Sirio diede un’occhiata ai LED sopra al comò: ancora qualche minuto.

Riprese: «Ma prima di arrivare a questo, per capire Annarita, e anche un po’ giustificarla, le devo riferire le sue precise parole, per quanto preciso possa essere un ricordo. Disse che così, fatalmente, era cominciata la storia con quel “bell’imbusto” di Giorgio. Già, usò questa espressione, ricordo, che oggi non va più… ma che lei, la sua generazione, professore, intende benissimo. Che Giorgio fosse un bell’imbusto lei lo capì fin da subito, lì stesso nel ristorante: portava i capelli come li usavano i giovani di quei tempi, il che, insieme all’abbronzatura fuori stagione e al sorriso spavaldo, la dicevano lunga. E poi testa grande, naso adunco, spalle forti. Indossava una camicia di flanella a scacchi e, sopra, un giubbotto nero di pelle. Spavaldo, dunque, e risoluto, e intraprendente; e ancora, come ben presto poté scoprire frequentandolo, del tutto imprevidente… l’esatto opposto di Fulvio, a farla breve!»

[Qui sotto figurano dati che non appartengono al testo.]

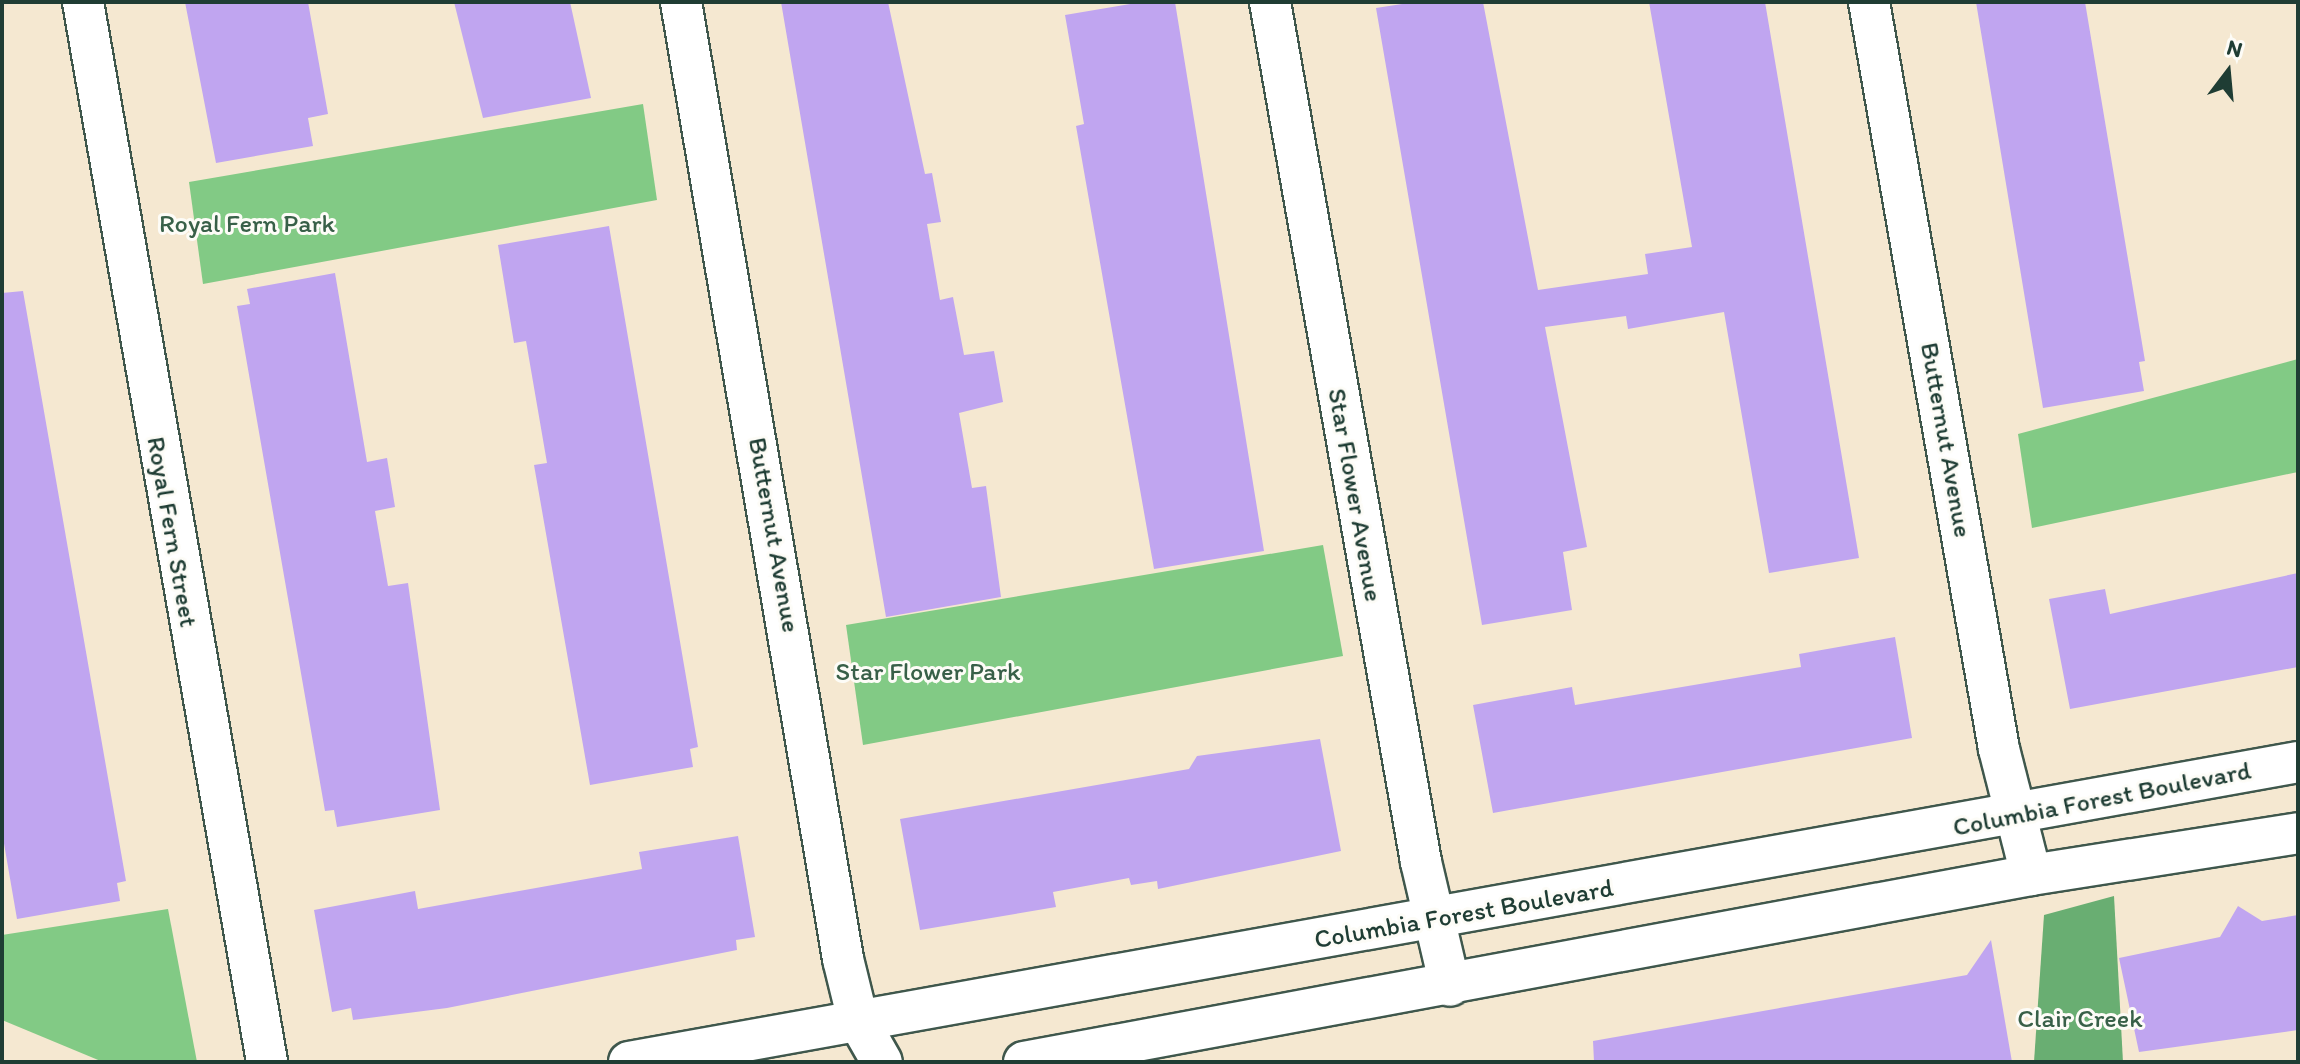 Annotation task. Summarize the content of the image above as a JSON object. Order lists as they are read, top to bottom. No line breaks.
{"streets":{"street":["Butternut Avenue","Star Flower Avenue","Royal Fern Street","Columbia Forest Boulevard"]},"crossings":[["Butternut Avenue","Columbia Forest Boulevard"],["Star Flower Avenue","Columbia Forest Boulevard"]],"parks":["Royal Fern Park","Star Flower Park","Clair Creek"],"north":"top"} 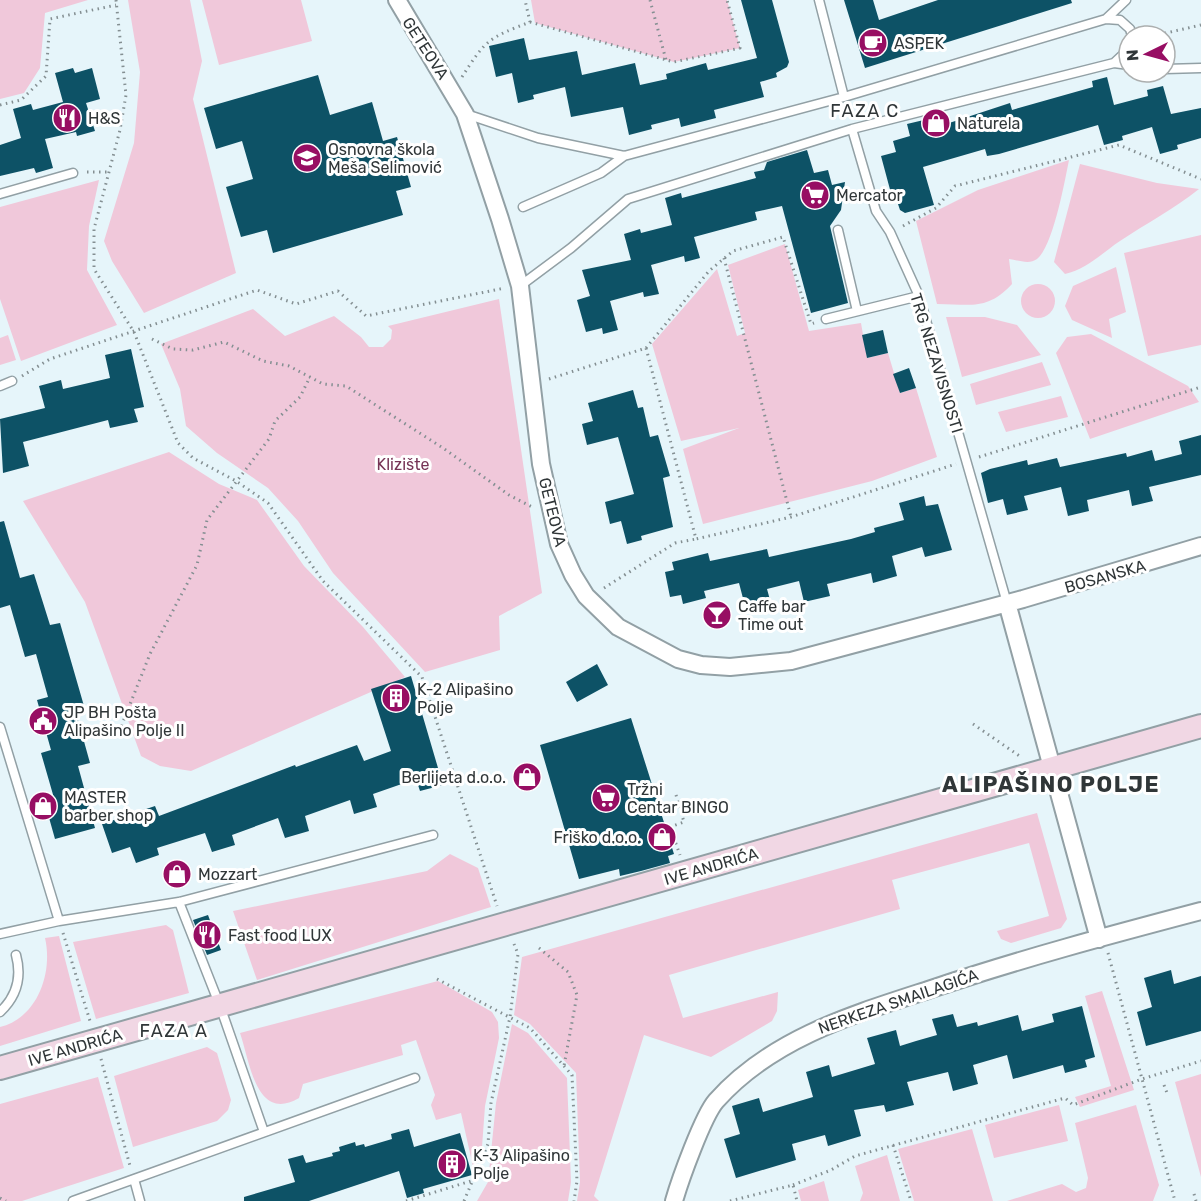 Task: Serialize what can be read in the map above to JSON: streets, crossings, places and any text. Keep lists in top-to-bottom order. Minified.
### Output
{"streets":{"main road":["IVE ANDRIĆA"],"street":["GETEOVA","BOSANSKA","NERKEZA SMAILAGIĆA"],"lane":["TRG NEZAVISNOSTI"]},"crossings":[["GETEOVA","TRG NEZAVISNOSTI"],["GETEOVA","BOSANSKA"],["TRG NEZAVISNOSTI","BOSANSKA"]],"districts":["FAZA C","ALIPAŠINO POLJE","FAZA A"],"parks":["Klizište"],"places":{"cafe":["ASPEK"],"restaurant":["H&S","Fast food LUX"],"shop":["Naturela","Berlijeta d.o.o.","MASTER barber shop","Friško d.o.o.","Mozzart"],"school or university":["Osnovna škola Meša Selimović"],"supermarket":["Mercator","Tržni Centar BINGO"],"bar":["Caffe bar Time out"],"building":["K-2 Alipašino Polje","K-3 Alipašino Polje"],"public building":["JP BH Pošta Alipašino Polje II"]},"north":"left"} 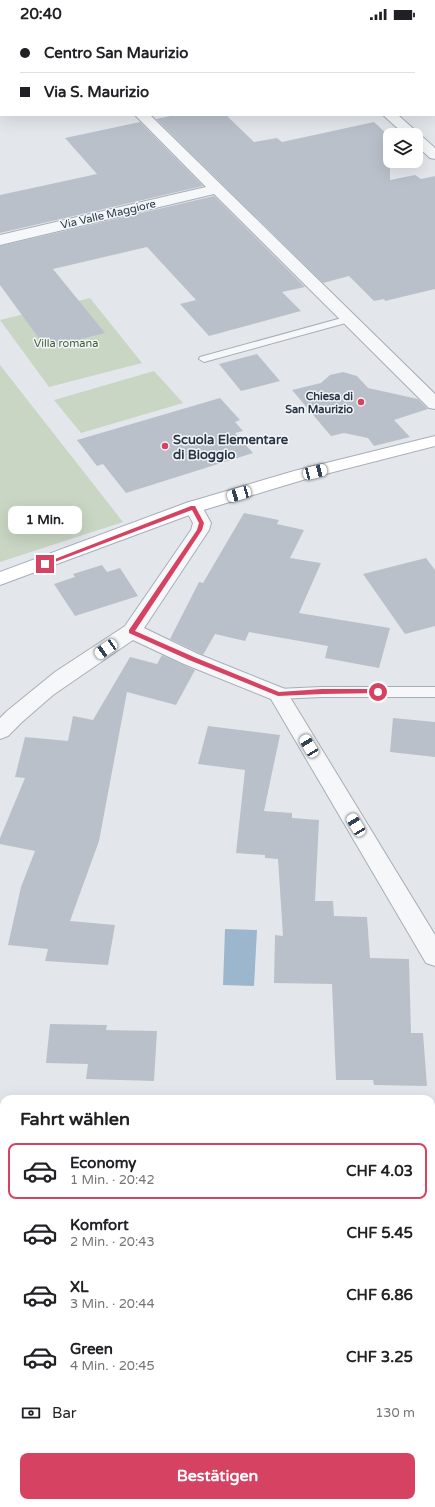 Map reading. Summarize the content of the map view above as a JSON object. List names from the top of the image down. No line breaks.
{"streets":{"street":["Via Valle Maggiore"]},"parks":["Villa romana"],"places":["Chiesa di San Maurizio","Scuola Elementare di Bioggio"],"page":{"status":"20:40","banner":["Centro San Maurizio","Via S. Maurizio"],"bubble":"1 Min.","heading":"Fahrt wählen","list":[{"name":"Economy","note":"1 Min. · 20:42","value":"CHF 4.03"},{"name":"Komfort","note":"2 Min. · 20:43","value":"CHF 5.45"},{"name":"XL","note":"3 Min. · 20:44","value":"CHF 6.86"},{"name":"Green","note":"4 Min. · 20:45","value":"CHF 3.25"}],"pay":["Bar","130 m"],"buttons":"Bestätigen"}} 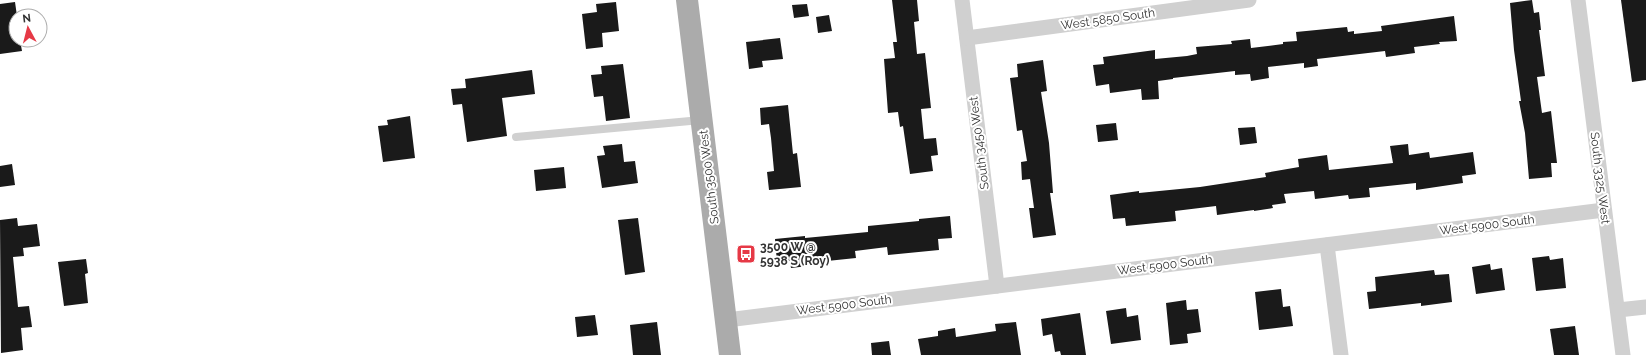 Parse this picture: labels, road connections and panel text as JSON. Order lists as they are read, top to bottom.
{
  "streets": {
    "main road": ["South 3500 West"],
    "street": [
      "West 5850 South",
      "South 3450 West",
      "South 3325 West",
      "West 5900 South"
    ]
  },
  "crossings": [
    ["West 5850 South", "South 3450 West"],
    ["South 3450 West", "West 5900 South"],
    ["South 3500 West", "West 5900 South"],
    ["South 3325 West", "West 5900 South"]
  ],
  "places": {
    "bus stop": ["3500 W @ 5938 S (Roy)"]
  },
  "north": "top"
} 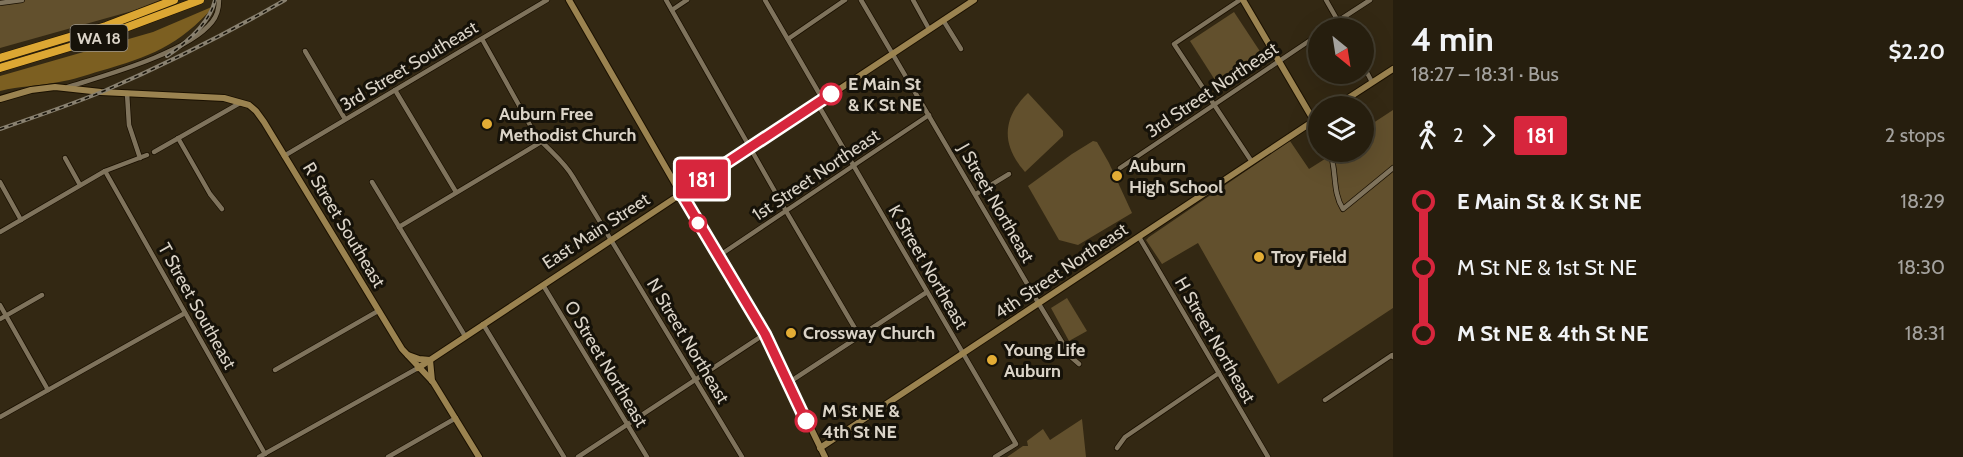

«A farla breve se l’è portato a letto…!» disse la voce risvegliata del professore nel telefonino.

«Be’… sì. Dopo alcuni incontri, come si dice: platonici? Annarita accettò di vedere la casa di Giorgio, con una certa trepidazione o forse attesa o curiosità; e si rivelò esattamente come se l’era aspettata: intanto al piano terreno di un condominio, una porta di ingresso in legno, priva della minima sicurezza e con le finestre, che davano su una strada poco frequentata, spalancate! Ma altri dettagli le indicarono fin da subito la natura di quest’uomo, che non era ancora il suo amante ma lo sarebbe diventato: l’arredamento sobrio ma confortevole; un impianto stereofonico – lei se li ricorda professore!? – sofisticatissimo e altrettanto costoso; un televisore enorme col videoregistratore incorporato – parlo di altri tempi, che lei conosce meglio di me! Insomma l’idea che se ne fece Annarita fu di un uomo che apprezzava il “momento”, così mi disse Annarita; in definitiva, ancora una volta, l’antitesi di Fulvio; il quale invece era sempre teso a costruire, conservare, proteggere. A questo punto, professore, i motivi dell’”evasione” di Annarita con Giorgio ormai sono chiari; e benché il loro rapporto non si basasse sull’amore, con la A maiuscola – Annarita lo riconosceva – comunque si instaurò fra di loro una sorta di complice confidenza.»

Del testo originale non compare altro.